SUPPLIED RECORDS
- Opening Delimiter -
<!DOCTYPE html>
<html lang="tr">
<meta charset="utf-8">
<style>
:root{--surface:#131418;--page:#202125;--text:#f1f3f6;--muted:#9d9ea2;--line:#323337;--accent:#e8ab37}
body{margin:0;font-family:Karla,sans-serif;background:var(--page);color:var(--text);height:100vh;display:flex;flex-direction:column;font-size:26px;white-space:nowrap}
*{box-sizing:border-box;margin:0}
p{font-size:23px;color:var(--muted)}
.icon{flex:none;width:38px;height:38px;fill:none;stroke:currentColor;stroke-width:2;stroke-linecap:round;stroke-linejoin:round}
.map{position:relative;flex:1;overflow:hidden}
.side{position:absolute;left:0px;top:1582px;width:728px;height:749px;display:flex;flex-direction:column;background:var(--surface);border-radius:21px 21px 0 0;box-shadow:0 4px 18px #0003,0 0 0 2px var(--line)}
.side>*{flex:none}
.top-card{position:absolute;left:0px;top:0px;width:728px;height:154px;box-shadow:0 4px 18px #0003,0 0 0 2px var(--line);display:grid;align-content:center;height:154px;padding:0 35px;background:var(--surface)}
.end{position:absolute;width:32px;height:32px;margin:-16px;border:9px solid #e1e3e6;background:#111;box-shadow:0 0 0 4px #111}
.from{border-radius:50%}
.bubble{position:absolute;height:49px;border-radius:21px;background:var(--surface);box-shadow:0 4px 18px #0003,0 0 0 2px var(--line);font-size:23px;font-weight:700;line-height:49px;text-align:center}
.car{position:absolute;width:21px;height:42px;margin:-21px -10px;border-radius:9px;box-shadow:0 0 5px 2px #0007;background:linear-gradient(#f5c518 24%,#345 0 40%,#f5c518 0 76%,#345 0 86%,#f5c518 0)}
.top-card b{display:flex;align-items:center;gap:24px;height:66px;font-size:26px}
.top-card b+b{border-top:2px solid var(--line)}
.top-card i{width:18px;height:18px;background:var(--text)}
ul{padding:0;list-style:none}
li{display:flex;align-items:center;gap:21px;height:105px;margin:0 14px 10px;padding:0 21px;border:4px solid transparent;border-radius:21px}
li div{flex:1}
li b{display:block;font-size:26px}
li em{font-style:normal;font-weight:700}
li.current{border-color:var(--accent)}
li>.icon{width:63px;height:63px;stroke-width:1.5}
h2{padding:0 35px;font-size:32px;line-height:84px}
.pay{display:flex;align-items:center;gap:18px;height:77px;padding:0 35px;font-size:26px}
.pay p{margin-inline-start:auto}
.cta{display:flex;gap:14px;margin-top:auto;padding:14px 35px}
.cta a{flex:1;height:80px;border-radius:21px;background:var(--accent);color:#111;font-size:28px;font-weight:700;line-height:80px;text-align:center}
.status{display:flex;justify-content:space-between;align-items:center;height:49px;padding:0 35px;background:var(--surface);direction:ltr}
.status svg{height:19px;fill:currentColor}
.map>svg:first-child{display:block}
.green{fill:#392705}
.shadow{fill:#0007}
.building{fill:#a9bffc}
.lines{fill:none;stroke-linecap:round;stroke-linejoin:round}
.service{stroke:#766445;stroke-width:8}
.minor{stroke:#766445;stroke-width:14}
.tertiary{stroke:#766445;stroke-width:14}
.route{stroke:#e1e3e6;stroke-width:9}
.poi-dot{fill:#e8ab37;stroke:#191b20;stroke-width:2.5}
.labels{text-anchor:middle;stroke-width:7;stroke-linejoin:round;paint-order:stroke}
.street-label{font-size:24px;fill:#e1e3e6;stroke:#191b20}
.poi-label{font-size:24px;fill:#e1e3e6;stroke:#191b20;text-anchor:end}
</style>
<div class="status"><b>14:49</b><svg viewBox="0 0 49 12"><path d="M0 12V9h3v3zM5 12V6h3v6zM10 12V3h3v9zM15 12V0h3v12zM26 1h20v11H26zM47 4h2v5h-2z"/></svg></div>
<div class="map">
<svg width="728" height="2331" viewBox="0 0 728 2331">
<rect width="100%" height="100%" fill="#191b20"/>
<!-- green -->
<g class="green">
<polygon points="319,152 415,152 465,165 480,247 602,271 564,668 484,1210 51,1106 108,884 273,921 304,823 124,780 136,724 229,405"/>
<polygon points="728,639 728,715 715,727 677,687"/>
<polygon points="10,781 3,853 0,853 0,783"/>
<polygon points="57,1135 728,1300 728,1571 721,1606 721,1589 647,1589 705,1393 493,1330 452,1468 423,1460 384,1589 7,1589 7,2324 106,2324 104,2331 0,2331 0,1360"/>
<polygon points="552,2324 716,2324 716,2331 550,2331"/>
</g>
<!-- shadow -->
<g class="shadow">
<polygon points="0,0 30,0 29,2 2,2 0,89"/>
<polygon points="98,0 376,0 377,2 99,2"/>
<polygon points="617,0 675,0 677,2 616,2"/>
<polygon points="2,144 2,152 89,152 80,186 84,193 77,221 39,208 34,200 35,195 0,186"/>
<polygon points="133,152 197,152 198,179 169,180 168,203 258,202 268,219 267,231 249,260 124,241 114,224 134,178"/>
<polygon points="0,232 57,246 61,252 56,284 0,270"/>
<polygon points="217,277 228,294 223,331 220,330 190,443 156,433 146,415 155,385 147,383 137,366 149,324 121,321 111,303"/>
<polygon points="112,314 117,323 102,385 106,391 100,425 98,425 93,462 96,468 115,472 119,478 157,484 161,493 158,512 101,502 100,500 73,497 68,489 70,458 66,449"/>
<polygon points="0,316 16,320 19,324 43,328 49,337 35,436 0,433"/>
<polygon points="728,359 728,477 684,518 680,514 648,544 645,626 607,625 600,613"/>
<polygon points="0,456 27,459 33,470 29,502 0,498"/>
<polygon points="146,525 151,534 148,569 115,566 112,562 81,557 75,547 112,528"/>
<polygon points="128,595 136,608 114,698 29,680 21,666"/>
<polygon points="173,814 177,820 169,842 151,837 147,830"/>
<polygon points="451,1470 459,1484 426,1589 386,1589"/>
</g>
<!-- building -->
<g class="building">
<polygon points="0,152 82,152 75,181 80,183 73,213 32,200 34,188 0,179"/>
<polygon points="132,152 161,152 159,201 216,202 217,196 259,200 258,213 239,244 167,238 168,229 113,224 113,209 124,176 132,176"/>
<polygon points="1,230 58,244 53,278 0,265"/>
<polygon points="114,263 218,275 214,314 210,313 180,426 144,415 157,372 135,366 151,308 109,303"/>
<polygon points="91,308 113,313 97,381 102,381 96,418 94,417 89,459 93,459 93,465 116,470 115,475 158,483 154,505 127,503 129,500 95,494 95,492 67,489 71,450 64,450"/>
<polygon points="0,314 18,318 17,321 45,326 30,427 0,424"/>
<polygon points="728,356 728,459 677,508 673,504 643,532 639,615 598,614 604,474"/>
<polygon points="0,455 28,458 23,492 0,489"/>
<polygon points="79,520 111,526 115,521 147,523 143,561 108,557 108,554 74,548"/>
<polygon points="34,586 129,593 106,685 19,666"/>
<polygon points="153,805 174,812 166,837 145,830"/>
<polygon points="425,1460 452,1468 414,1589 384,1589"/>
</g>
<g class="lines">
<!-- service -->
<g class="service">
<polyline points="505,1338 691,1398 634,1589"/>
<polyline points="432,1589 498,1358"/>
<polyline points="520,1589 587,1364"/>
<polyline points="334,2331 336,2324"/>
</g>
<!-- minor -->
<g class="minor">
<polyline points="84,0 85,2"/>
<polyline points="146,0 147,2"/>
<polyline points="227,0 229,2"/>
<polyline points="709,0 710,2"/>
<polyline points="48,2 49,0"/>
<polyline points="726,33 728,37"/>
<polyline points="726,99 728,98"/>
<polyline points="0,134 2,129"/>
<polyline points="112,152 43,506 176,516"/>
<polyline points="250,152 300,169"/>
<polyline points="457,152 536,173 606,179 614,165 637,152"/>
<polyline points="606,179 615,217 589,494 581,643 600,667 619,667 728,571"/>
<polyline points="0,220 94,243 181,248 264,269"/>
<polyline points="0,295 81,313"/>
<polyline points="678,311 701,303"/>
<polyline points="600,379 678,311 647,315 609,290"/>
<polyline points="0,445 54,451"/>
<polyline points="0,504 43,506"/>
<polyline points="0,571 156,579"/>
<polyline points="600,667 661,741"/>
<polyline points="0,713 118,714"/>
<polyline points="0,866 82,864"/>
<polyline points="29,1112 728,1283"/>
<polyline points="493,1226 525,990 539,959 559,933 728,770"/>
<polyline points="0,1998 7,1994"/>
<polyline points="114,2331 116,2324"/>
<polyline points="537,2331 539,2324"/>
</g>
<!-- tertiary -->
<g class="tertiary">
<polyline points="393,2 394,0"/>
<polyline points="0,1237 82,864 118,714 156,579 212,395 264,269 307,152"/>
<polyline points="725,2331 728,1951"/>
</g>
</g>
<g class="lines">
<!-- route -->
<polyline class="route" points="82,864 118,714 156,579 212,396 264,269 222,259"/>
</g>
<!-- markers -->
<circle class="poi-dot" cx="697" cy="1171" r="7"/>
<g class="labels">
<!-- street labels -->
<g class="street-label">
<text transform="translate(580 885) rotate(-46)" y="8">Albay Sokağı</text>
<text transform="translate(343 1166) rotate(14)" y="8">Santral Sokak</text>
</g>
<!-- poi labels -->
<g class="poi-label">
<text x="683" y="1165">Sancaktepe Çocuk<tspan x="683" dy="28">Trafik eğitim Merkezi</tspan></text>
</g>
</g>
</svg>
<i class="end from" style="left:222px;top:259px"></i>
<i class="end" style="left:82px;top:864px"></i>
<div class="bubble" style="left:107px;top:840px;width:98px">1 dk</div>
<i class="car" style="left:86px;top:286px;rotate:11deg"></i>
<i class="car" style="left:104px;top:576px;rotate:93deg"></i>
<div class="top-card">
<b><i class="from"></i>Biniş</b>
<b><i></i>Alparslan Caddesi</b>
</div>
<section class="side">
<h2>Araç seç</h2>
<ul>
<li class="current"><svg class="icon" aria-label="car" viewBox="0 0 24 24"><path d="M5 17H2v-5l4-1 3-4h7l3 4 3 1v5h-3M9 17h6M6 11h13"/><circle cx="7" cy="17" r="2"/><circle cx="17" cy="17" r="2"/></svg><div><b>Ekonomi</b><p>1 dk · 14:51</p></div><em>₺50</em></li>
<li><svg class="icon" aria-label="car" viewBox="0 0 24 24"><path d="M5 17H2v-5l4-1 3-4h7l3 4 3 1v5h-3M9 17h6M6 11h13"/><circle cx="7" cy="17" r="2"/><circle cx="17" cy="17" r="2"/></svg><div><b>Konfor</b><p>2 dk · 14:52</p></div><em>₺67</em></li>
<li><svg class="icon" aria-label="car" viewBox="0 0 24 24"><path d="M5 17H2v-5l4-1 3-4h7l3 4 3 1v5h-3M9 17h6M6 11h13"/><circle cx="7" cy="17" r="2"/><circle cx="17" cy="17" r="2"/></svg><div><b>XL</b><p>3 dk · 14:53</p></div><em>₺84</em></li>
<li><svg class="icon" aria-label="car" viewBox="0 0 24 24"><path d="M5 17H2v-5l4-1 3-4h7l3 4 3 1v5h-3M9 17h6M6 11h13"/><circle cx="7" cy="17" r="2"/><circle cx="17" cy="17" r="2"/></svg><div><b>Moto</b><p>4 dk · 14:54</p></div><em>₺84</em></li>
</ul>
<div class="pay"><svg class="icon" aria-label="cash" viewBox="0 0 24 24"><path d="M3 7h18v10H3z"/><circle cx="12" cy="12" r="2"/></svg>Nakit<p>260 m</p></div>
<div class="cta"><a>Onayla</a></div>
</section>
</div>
- Closing Delimiter -
EXERCISE GOAL
Copy every line from the records that holds the string "absolute".

OUTPUT OF THE EXERCISE
.side{position:absolute;left:0px;top:1582px;width:728px;height:749px;display:flex;flex-direction:column;background:var(--surface);border-radius:21px 21px 0 0;box-shadow:0 4px 18px #0003,0 0 0 2px var(--line)}
.top-card{position:absolute;left:0px;top:0px;width:728px;height:154px;box-shadow:0 4px 18px #0003,0 0 0 2px var(--line);display:grid;align-content:center;height:154px;padding:0 35px;background:var(--surface)}
.end{position:absolute;width:32px;height:32px;margin:-16px;border:9px solid #e1e3e6;background:#111;box-shadow:0 0 0 4px #111}
.bubble{position:absolute;height:49px;border-radius:21px;background:var(--surface);box-shadow:0 4px 18px #0003,0 0 0 2px var(--line);font-size:23px;font-weight:700;line-height:49px;text-align:center}
.car{position:absolute;width:21px;height:42px;margin:-21px -10px;border-radius:9px;box-shadow:0 0 5px 2px #0007;background:linear-gradient(#f5c518 24%,#345 0 40%,#f5c518 0 76%,#345 0 86%,#f5c518 0)}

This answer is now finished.